Allan added a sand and gravel mining operation to the Abalone cannery. In 1899 he had a narrow gauge railroad built from nearby San Jose Beach to Coal Chute Point to transport sand for shipment by sea to glass manufacturers in Alameda. Sand mining continued through 1954. Allan established the Point Lobos Dairy at the mouth of San Jose Creek which was operated from 1903 until 1954. He also became a successful race track architect and built the Santa Anita, Tanforan and Bay Meadows race tracks. One member of the family sold a portion they inherited to form the Carmel Meadows subdivision.

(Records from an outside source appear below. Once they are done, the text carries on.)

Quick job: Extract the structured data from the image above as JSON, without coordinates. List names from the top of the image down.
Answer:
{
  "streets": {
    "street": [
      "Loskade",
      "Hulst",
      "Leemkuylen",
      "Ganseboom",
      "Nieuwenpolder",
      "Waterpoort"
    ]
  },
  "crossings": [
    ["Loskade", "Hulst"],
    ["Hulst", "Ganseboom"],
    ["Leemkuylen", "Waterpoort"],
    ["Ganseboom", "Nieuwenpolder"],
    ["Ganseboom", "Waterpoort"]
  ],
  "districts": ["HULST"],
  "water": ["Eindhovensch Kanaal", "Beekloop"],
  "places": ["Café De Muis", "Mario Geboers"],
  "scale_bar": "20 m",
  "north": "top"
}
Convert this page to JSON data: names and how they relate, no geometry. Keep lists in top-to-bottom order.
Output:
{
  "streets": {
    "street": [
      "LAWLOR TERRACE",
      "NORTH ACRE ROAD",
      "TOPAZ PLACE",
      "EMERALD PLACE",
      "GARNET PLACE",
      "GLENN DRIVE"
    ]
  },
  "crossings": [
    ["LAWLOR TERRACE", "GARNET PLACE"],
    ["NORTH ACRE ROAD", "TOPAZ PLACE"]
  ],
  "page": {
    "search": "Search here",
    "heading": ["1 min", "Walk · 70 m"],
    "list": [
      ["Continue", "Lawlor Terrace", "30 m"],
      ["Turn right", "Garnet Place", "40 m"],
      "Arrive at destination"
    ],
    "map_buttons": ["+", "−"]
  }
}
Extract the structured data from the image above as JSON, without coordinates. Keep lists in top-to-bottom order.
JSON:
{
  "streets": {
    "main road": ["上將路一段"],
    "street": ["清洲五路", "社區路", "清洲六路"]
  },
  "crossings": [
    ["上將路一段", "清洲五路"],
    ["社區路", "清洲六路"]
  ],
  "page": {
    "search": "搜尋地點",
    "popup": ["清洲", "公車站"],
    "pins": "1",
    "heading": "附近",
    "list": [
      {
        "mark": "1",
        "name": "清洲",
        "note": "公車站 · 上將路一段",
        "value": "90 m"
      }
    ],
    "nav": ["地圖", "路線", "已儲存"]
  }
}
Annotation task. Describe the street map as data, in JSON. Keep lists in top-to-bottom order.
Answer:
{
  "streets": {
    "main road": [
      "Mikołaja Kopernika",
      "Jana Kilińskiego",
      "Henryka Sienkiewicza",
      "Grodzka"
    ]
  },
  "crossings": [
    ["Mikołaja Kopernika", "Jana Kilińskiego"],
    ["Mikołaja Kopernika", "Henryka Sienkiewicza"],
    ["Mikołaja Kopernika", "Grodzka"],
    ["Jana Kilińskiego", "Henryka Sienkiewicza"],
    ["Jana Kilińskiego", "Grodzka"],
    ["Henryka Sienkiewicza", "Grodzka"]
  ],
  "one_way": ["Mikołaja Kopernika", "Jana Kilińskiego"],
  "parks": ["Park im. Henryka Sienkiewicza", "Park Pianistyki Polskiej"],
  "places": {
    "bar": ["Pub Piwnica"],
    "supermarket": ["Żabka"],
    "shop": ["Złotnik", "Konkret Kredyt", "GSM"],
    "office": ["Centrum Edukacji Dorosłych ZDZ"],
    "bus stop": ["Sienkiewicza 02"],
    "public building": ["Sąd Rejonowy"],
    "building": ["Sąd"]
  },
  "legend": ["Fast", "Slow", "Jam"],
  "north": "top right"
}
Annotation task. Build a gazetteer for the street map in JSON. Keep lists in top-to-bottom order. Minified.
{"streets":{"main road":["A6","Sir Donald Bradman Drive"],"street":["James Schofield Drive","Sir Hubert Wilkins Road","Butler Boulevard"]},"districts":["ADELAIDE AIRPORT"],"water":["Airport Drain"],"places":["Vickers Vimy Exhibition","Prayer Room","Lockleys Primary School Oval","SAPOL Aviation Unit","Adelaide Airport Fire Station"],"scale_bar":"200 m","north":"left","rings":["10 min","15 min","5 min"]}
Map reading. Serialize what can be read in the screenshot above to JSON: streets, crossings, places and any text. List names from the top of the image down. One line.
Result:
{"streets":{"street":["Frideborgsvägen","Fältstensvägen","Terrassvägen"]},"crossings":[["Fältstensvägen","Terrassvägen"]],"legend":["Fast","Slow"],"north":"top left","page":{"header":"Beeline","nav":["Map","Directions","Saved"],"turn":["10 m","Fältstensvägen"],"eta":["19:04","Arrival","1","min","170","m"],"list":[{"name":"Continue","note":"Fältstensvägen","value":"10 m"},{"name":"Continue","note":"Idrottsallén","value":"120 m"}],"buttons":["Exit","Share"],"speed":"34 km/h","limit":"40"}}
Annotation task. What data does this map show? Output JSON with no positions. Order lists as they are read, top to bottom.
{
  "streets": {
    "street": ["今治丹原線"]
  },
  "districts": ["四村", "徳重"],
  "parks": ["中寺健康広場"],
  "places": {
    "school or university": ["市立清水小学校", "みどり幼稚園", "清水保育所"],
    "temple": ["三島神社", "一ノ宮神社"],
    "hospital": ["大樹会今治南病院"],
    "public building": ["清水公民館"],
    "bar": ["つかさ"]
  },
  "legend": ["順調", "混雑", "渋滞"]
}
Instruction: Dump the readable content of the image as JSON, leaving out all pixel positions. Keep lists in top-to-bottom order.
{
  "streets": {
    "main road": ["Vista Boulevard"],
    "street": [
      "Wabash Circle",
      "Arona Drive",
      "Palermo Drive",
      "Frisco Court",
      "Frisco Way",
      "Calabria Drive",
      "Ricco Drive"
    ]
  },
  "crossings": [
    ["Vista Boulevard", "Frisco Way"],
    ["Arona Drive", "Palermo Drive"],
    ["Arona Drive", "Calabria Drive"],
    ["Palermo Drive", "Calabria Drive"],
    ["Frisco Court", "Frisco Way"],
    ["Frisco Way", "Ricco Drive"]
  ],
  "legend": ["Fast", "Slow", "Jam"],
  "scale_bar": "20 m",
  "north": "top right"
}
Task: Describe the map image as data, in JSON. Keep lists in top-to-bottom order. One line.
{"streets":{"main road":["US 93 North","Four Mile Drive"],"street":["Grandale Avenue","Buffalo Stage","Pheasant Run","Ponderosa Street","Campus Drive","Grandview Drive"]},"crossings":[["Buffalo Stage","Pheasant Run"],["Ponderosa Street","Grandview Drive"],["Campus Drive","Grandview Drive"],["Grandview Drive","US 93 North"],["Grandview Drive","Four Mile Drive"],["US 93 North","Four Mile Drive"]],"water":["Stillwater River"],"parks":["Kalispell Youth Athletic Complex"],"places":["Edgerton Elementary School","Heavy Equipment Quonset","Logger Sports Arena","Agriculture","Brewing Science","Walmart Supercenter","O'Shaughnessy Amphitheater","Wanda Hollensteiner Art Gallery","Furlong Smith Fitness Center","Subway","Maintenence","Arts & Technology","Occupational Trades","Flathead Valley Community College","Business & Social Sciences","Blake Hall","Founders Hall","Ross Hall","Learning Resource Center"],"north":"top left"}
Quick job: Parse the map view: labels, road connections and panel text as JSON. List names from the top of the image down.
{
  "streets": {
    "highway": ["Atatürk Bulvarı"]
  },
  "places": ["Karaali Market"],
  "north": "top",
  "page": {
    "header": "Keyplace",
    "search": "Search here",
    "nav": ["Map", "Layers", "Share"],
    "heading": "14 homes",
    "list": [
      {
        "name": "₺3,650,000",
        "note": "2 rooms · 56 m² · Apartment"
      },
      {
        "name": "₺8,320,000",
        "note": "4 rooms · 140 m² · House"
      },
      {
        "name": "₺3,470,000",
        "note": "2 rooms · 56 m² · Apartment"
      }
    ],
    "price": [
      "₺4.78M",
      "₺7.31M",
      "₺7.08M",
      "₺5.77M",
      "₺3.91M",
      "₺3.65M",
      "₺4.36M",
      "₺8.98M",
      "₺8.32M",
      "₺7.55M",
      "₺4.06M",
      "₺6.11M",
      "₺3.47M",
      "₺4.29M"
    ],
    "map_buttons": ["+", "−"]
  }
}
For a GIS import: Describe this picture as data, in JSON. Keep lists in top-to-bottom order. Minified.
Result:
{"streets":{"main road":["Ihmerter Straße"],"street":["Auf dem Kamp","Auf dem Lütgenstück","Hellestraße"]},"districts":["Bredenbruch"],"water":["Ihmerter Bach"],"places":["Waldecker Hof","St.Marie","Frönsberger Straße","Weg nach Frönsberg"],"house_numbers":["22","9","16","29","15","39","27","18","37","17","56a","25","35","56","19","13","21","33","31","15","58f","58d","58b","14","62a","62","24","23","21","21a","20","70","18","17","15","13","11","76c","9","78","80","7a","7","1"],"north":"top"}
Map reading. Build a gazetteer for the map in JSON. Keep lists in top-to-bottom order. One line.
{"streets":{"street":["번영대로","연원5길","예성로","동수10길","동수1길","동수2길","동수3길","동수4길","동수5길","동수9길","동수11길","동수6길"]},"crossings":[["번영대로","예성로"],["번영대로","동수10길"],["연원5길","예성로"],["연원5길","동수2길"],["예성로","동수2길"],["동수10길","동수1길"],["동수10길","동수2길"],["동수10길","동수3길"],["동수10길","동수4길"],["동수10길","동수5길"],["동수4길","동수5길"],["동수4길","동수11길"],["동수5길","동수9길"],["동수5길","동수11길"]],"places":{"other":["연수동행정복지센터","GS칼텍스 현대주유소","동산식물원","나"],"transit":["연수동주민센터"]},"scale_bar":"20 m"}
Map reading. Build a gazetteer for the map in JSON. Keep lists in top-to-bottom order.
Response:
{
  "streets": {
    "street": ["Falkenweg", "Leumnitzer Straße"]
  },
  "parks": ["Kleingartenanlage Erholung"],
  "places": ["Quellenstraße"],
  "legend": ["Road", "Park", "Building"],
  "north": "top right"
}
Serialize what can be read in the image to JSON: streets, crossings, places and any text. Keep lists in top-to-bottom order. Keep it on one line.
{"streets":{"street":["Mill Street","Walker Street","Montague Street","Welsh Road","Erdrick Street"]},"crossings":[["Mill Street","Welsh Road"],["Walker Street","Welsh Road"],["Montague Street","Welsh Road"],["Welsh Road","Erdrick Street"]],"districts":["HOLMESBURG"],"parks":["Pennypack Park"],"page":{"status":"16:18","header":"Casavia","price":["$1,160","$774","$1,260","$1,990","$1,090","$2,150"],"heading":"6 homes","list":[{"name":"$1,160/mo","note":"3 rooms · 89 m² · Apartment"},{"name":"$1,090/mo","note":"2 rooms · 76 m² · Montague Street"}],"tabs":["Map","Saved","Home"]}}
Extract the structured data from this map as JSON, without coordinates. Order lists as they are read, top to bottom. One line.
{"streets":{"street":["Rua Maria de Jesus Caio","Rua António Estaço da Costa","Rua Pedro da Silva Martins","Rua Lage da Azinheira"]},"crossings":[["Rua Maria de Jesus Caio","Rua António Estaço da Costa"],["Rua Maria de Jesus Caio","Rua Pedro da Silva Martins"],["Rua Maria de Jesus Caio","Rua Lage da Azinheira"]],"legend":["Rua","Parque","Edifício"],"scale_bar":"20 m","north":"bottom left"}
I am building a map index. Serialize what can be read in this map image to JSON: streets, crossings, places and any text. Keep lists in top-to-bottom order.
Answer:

In 1899, Allan and his wife Satie, who grew to appreciate the natural beauty of the point, were concerned about the increasing number of visitors. People had been visiting the point for many years to see the rare Monterey Cypress trees and enjoy the scenic coastline. The Allan family put up toll gates, prohibited camping, and charged visitors 50 cents a vehicle (about $10 today) to enter the point. Allan bought many of the residential lots that had been subdivided and later got the entire subdivision removed from the county record.
State interest in land
Scientists reported to the government that the Carmel area including Point Lobos was the "most picturesque spot on the Pacific Coast." In 1925, Point Lobos figured prominently in discussions for inclusion in the new state park system. Members of the Sierra Club and the Save the Redwoods League discussed preserving Point Lobos and Cypress Point as national parks or reserves. Duncan McDuffie of the Save the Redwoods League hired the internationally known landscape architect Frederick Law Olmsted to research Point Lobos and report on the areas most noteworthy of preservation. Olmstead's report described Point Lobos as "the most outstanding example on the coast of California of picturesque rock and surf scenery in combination with unique vegetation, including typical Monterey cypress." Point Lobos gained the attention of the newly established California State Park system, who considered taking the land using eminent domain. Allan initially resisted the idea of making the land a public park. The family persuaded the state to wait until Allan died.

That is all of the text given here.